More accurately (though less readably):

Well p- -put- put in its raw form, if the judge said now
if- if you agree not to have a counsel, I'll agree not to
uh impose a jail sentence uh
that- that wouldn't be permitted.

In contrast, Kennedy's public speaking seems to have been entirely fluent, as in this 2006 keynote address to the American Bar Association., perhaps because he's reading (or at least performing) prepared material. For a similar observation about George Carlin, see "Rhetoric as music", 9/17/2023.

As we've seen, standard transcripts typically omit all filled and silent pauses within individual speaker turns, as well as most false starts and onset or syllable repetitions.

But the actual pattern of inter-speaker interaction is also not accurately represented in a turn-by-turn transcript. Thus in Choctaw Nation v. Oklahoma, during the oral argument (part 1) on 10/22/1969, an early Q&A between Potter Stewart and Lon Kile is represented this way in the official SCOTUS transcript:

But the actual exchange, disfluencies aside, involves much more interactive overlap:

There's been a lot of work over the years on modeling the locations of filled and silent pauses, fluent repetitions, and inter-speaker "co-construction" of dialogue. So in principle it will be possible to supplement the voice morphing with a "spontaneity creation" algorithm, which would insert appropriate interpolations in appropriate places, recreate naturalistic overlaps, and so on. (Though there won't be time to do it for this first recreation — and we'd need a discussion about whether it's the right thing to do in any case…)
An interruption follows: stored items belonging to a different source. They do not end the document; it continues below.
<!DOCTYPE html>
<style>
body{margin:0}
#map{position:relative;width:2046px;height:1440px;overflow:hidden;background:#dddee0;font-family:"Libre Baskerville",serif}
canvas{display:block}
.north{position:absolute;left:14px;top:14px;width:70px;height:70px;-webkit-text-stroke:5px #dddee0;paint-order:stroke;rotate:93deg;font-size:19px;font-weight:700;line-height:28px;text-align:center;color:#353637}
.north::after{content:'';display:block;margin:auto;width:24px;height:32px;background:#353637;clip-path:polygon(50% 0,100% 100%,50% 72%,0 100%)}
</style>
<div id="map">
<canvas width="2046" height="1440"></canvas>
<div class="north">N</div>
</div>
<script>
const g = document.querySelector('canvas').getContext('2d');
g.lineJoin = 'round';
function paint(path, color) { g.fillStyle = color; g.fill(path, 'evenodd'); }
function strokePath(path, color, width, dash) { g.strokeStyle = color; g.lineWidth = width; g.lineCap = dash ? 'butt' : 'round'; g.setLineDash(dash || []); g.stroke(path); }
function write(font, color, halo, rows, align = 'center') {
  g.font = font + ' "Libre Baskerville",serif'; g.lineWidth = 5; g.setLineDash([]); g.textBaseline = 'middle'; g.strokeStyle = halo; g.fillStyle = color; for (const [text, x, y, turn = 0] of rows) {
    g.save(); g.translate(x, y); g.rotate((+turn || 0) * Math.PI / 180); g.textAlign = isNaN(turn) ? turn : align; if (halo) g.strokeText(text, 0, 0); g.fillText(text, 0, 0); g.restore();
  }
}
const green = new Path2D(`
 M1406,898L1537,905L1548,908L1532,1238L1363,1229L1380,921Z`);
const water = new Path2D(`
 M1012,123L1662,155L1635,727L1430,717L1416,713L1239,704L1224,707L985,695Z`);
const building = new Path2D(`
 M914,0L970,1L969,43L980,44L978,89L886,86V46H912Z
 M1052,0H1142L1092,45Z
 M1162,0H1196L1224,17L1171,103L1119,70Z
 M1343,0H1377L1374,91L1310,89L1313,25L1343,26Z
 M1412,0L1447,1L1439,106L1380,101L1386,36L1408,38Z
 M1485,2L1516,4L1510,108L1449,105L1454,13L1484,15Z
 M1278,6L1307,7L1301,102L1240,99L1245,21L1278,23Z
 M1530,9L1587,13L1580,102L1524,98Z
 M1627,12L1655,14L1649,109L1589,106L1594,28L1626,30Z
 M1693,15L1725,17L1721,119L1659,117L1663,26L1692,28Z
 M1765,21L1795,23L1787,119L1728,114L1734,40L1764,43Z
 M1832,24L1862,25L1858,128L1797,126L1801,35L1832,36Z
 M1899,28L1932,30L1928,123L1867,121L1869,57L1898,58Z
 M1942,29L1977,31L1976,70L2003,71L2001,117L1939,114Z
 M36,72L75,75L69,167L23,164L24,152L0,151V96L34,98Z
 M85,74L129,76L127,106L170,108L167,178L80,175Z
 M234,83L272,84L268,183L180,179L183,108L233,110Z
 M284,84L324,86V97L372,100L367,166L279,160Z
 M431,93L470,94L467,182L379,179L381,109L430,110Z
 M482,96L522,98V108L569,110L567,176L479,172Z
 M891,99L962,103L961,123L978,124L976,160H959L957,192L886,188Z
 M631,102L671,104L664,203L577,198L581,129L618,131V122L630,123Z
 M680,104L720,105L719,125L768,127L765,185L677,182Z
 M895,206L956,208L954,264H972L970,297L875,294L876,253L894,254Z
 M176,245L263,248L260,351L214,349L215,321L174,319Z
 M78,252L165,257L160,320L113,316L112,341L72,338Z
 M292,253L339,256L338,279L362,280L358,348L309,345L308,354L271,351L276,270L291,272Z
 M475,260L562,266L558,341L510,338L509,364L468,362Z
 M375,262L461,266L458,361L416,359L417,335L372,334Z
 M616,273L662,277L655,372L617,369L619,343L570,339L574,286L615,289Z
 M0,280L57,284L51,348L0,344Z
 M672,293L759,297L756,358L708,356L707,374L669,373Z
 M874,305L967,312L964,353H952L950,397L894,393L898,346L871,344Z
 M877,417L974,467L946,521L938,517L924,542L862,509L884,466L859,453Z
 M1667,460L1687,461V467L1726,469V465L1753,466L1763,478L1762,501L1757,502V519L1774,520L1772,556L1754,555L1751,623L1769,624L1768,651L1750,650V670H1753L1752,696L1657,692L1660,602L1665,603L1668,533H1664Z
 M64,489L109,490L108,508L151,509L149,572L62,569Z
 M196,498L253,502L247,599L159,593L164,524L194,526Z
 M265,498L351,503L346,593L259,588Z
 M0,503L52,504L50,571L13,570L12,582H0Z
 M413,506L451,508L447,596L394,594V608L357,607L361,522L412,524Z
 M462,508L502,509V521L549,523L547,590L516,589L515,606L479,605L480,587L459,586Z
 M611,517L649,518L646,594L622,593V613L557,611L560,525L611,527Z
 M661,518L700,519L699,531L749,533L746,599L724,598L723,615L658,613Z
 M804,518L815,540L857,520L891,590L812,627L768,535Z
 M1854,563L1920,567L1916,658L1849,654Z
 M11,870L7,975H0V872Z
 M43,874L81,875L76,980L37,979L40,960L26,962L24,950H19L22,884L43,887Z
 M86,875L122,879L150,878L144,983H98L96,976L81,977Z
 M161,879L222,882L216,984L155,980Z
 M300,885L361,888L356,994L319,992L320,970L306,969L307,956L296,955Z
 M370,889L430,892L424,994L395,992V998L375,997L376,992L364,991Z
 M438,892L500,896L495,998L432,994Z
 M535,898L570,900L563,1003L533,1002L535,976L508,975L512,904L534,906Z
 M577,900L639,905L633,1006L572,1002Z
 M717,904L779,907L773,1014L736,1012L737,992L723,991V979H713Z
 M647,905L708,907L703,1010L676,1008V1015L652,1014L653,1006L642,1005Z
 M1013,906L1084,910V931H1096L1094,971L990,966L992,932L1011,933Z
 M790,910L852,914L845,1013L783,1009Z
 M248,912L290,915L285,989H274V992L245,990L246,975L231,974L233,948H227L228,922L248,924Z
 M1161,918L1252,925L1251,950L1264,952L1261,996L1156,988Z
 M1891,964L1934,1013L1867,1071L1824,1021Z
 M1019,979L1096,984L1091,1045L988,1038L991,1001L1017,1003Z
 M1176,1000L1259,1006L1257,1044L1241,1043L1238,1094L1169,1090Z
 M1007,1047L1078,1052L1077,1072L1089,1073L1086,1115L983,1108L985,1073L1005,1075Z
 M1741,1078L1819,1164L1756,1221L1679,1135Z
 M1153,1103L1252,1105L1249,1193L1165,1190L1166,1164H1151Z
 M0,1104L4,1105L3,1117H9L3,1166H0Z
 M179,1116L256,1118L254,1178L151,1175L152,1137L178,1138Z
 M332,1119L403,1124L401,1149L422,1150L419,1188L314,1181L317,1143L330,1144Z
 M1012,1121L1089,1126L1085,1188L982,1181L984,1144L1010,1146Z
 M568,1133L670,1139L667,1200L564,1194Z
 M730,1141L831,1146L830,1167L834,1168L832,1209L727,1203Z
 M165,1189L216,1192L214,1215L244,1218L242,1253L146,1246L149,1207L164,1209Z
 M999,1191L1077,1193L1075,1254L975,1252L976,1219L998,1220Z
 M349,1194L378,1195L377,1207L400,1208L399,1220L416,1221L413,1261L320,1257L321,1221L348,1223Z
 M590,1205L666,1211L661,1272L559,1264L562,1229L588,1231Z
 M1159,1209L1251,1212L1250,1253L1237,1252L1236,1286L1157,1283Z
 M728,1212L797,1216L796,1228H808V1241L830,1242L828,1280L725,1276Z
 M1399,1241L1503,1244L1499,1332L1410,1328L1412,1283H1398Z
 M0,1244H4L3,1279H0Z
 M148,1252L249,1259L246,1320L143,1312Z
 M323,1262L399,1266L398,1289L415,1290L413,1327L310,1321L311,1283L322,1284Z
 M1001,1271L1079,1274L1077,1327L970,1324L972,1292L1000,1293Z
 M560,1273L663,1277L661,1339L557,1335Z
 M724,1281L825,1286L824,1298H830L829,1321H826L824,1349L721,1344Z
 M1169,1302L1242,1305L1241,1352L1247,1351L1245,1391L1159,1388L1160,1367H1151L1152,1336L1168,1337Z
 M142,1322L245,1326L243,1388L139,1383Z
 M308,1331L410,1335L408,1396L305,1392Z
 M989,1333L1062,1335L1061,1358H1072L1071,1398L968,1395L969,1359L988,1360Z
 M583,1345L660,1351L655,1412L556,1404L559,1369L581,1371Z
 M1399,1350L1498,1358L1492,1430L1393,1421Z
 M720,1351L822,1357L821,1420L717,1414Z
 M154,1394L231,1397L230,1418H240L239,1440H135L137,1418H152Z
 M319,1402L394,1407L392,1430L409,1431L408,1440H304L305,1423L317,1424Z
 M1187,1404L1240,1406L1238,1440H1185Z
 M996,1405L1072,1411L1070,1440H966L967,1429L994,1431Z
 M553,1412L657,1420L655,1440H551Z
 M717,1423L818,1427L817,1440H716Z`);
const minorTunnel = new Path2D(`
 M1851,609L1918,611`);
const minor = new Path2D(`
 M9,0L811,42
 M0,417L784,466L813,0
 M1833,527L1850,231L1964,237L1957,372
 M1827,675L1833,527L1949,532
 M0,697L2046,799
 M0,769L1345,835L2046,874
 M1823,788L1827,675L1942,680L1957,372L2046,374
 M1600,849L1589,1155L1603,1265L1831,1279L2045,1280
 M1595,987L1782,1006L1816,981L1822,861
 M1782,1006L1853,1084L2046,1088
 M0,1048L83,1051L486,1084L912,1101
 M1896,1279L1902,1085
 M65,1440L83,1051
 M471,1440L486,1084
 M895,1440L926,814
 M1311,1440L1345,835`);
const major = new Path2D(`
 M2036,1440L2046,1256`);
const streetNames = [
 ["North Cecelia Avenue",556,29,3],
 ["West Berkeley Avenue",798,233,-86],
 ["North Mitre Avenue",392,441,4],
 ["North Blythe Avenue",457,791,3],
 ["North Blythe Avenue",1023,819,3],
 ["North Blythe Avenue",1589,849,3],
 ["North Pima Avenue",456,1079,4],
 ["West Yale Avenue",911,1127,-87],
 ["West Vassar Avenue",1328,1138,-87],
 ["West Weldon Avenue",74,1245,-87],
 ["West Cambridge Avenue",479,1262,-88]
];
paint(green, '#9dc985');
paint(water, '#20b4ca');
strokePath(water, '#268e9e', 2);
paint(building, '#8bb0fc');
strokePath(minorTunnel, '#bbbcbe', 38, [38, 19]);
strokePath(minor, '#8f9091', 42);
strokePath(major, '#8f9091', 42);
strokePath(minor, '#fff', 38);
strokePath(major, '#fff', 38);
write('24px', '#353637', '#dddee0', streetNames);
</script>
There are also some interesting questions about the production and perception of the features that distinguish spontaneous speech from reading or memorized material.
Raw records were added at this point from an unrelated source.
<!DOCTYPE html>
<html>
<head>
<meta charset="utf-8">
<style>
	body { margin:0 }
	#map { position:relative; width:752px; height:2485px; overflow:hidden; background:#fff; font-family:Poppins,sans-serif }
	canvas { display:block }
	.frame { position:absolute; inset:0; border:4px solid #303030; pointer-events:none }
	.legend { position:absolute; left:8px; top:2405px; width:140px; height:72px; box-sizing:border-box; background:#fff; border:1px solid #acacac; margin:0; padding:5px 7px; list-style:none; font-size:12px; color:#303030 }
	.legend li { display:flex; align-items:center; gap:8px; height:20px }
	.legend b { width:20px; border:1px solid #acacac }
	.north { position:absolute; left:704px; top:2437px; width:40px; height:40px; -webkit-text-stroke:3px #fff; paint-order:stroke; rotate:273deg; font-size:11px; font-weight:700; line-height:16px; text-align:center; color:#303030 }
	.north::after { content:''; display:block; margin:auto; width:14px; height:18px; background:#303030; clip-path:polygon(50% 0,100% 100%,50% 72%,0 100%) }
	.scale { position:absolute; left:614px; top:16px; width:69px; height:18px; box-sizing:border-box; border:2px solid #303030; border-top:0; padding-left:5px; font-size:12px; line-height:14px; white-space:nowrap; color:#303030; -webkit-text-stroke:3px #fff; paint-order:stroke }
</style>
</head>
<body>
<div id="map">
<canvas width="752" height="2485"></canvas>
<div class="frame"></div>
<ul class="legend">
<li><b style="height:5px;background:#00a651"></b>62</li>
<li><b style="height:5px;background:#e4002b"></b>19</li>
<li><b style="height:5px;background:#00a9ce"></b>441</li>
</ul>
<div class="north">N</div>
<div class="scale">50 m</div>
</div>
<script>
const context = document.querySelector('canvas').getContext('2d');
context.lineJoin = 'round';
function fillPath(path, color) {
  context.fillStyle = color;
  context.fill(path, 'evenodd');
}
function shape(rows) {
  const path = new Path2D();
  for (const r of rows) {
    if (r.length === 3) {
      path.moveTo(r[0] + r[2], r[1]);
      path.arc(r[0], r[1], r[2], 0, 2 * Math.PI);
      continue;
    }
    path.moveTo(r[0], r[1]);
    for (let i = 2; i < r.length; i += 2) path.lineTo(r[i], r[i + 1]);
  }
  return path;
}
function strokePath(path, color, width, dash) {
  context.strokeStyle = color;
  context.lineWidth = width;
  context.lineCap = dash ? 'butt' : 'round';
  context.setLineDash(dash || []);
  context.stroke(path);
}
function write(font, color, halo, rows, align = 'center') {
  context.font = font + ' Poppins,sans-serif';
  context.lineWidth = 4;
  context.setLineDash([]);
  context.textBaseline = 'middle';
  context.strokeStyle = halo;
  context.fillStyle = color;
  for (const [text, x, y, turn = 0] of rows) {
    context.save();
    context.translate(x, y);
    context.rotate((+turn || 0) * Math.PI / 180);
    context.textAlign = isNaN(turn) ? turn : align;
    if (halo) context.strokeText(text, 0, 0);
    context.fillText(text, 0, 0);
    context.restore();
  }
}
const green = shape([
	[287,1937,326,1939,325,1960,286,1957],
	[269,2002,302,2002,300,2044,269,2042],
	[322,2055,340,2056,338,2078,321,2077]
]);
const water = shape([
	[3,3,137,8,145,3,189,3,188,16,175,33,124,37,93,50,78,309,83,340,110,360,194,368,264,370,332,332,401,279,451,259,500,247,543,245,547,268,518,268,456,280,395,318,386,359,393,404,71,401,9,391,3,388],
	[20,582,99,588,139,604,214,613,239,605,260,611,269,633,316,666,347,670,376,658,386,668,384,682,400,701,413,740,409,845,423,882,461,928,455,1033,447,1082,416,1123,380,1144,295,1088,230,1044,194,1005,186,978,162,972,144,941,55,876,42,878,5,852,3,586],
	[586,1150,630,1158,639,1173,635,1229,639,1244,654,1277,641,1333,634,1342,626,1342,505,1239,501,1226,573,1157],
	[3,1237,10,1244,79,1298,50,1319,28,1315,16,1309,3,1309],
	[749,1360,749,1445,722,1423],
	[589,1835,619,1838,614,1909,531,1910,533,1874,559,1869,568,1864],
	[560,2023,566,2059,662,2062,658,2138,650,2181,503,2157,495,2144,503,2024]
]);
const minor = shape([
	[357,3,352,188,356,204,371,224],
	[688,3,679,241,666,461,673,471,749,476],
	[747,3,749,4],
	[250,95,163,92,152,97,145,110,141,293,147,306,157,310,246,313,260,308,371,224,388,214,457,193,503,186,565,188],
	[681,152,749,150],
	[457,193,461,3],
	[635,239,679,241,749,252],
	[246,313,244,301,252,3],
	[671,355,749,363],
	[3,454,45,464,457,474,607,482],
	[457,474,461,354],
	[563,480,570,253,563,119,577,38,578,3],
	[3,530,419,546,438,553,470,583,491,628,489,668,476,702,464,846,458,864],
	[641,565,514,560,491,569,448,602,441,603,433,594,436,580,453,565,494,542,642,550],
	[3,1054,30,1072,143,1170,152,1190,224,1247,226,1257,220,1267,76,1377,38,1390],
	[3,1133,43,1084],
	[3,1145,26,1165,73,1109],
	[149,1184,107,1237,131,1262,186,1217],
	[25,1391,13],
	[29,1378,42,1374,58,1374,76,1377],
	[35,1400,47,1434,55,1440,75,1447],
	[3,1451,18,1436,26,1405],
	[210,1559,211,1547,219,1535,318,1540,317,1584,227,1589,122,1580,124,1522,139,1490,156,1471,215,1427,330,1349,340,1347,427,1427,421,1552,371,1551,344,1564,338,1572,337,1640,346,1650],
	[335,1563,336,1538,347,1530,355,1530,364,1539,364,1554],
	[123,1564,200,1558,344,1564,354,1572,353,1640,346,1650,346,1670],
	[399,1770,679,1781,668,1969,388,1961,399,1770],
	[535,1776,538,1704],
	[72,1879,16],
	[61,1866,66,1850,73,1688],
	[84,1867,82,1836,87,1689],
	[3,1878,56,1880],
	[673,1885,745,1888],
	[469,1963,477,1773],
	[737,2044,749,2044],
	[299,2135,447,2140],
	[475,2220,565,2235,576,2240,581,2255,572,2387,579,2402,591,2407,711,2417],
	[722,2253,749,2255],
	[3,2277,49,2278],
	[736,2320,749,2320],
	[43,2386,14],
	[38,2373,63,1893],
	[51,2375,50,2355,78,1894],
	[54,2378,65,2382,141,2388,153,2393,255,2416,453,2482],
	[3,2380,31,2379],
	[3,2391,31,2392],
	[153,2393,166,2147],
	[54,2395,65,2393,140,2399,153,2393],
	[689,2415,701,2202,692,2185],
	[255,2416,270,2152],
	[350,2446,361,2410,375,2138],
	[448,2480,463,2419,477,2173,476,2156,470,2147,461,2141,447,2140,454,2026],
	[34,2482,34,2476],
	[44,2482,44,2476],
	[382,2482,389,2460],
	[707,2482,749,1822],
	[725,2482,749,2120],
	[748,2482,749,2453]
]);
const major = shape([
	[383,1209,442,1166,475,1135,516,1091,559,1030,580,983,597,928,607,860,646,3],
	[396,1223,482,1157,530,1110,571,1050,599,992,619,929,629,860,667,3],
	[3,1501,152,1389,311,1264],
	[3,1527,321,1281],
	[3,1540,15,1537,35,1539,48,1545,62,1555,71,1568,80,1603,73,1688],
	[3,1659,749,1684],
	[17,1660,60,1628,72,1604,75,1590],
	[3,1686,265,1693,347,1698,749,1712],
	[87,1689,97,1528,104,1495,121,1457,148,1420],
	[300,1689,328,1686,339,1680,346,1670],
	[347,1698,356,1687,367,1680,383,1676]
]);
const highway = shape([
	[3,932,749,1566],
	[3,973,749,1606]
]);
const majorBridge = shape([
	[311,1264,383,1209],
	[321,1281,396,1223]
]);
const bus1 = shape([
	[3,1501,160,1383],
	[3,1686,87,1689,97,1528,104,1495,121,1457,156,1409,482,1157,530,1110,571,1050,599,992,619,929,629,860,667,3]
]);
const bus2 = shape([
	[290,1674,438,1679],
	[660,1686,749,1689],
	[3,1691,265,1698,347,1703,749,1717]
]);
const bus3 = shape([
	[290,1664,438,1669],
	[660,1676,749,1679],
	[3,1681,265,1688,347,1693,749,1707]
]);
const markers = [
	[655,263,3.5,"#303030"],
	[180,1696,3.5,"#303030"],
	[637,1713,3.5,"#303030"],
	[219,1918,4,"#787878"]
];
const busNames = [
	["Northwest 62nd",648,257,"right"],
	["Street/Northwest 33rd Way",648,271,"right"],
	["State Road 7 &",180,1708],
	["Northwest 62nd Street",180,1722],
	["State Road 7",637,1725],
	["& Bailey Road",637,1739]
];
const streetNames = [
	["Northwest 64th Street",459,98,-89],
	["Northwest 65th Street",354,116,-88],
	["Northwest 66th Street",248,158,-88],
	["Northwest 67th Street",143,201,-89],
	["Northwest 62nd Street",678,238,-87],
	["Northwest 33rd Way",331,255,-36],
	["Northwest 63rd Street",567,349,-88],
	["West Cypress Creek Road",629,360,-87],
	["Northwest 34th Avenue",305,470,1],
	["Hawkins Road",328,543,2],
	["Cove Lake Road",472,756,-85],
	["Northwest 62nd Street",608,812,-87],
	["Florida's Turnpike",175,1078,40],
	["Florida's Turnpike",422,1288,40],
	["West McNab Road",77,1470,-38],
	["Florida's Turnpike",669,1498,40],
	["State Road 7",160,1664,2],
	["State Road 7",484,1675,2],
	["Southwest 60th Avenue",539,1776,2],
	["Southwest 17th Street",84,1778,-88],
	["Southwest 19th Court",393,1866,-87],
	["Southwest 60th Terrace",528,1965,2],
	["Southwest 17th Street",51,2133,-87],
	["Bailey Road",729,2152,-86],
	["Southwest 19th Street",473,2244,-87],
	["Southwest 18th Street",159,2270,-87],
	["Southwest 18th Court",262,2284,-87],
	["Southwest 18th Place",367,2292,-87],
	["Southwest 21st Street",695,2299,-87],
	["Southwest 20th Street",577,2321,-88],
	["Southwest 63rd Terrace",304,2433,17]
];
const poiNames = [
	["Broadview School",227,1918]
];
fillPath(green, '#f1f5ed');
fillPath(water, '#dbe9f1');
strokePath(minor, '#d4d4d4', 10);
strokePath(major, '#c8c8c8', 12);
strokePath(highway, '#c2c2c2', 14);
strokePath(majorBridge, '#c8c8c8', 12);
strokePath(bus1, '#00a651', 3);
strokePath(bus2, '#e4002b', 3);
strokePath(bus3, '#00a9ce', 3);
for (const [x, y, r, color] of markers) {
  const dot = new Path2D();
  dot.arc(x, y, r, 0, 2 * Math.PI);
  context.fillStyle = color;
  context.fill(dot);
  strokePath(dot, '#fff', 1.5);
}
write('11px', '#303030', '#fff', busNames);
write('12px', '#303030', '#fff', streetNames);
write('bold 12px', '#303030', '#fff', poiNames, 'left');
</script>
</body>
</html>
On the production side, in my experience, people (and even actors) are not very good at performing veridical transcripts in a natural-sounding way, probably because reading and remembering scripts inserts the instructions at the wrong level of the neurological system.

And in listening, all the spontaneous-speech interpolations (filled and silent pauses, onset and syllable repetitions, etc.) tend to evaporate quickly from our memory. A good way to feel that process in action is to try to create an accurate transcription of spontaneous speech. Try this with the samples presented earlier in this post, and I think you'll that it's very hard to get the location and number of the interpolations right, without using a DAW or similar program to isolate short segments of the recording for repeated listening.

Update — Jerry Goldman notes:

After listening to so many hours, I could identify a speaker within 1-2 seconds often by the disfluency style. I remember that Byron White would frequently clear his throat before he spoke. And you tagged Kennedy with his unique manner.



  1. D.O. said,

    March 2, 2024 @ 1:45 pm

    Did anyone do an experiment were an actor impersonated ("did") someone and than the frequency of all those filled pauses, disfluencies, breaks and the like were compared between a genuine article and a reproduction? Probably when done for comedic effect, some features of the target are exaggerated, but surely there is a lot of material from the neutral settings. In other words, how important are these conventionally edited out details for the listener?

  2. Seth said,

    March 2, 2024 @ 5:20 pm

    One "fake" type problem which strikes me is that the transcript gives no information on the tone of a statement. Emphasis, rising intonation indicating amount of uncertainty, thundering indignation – all of these are not usually recorded. Thus the recreation becomes more like a radio play, where the argument transcript is the script text. I wonder if there will be temptation to perform it like a radio play, with some dramatic oratorical intonation used, giving an impression of emotion which was not present at the real event. After all, in our present imagination, these cases are viewed as totemic events, in a fight of good against evil. And while that may be so, the reality of the situation can be pretty dry due the formality involved.

    This is especially the case if using actors, who are trained to view this sort of text as a dramatic performance, and not to speak as a non-actor would.